• WORK INSTRUCTION: All of the entries, apart from their pictures, are to be copied verbatim.
Start of GIVEN INFORMATION
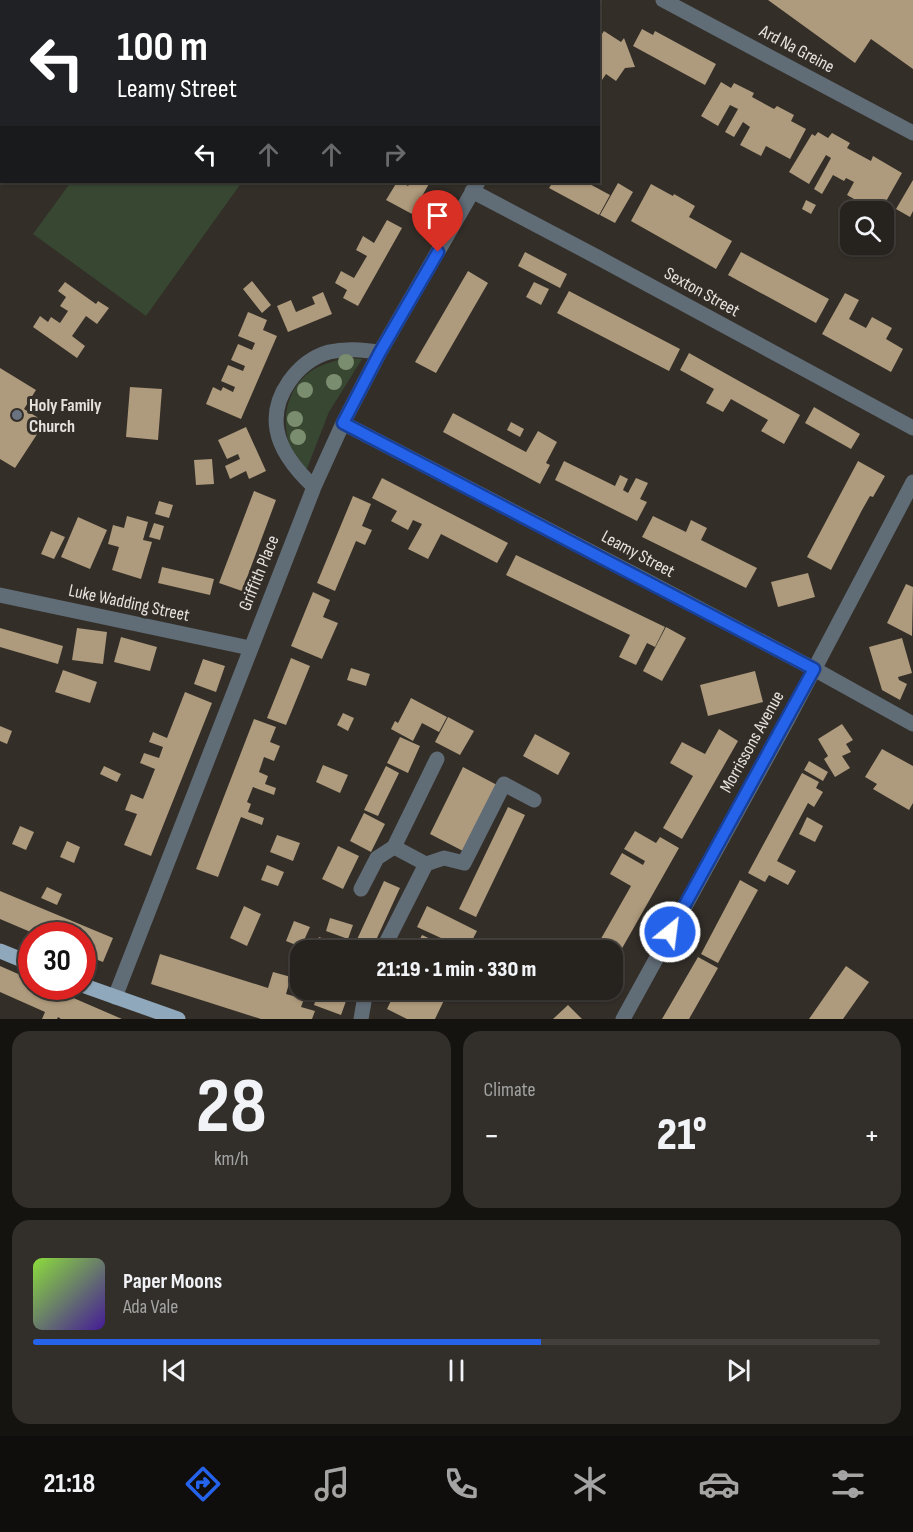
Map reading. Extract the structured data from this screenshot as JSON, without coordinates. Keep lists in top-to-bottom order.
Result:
{
  "streets": {
    "street": [
      "Ard Na Greine",
      "Sexton Street",
      "Leamy Street",
      "Griffith Place",
      "Luke Wadding Street",
      "Morrissons Avenue"
    ]
  },
  "crossings": [
    ["Sexton Street", "Griffith Place"],
    ["Leamy Street", "Griffith Place"],
    ["Leamy Street", "Morrissons Avenue"],
    ["Griffith Place", "Luke Wadding Street"]
  ],
  "places": ["Holy Family Church"],
  "page": {
    "turn": ["100 m", "Leamy Street"],
    "limit": "30",
    "trip": "21:19 · 1 min · 330 m",
    "tile": [
      ["28", "km/h"],
      "Climate"
    ],
    "heat": ["−", "21°", "+"],
    "song": ["Paper Moons", "Ada Vale"],
    "tabs": "21:18"
  }
}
End of GIVEN INFORMATION
• WORKED SOLUTION:
Map reading. Extract the structured data from this screenshot as JSON, without coordinates. Keep lists in top-to-bottom order.
Result:
{
  "streets": {
    "street": [
      "Ard Na Greine",
      "Sexton Street",
      "Leamy Street",
      "Griffith Place",
      "Luke Wadding Street",
      "Morrissons Avenue"
    ]
  },
  "crossings": [
    ["Sexton Street", "Griffith Place"],
    ["Leamy Street", "Griffith Place"],
    ["Leamy Street", "Morrissons Avenue"],
    ["Griffith Place", "Luke Wadding Street"]
  ],
  "places": ["Holy Family Church"],
  "page": {
    "turn": ["100 m", "Leamy Street"],
    "limit": "30",
    "trip": "21:19 · 1 min · 330 m",
    "tile": [
      ["28", "km/h"],
      "Climate"
    ],
    "heat": ["−", "21°", "+"],
    "song": ["Paper Moons", "Ada Vale"],
    "tabs": "21:18"
  }
}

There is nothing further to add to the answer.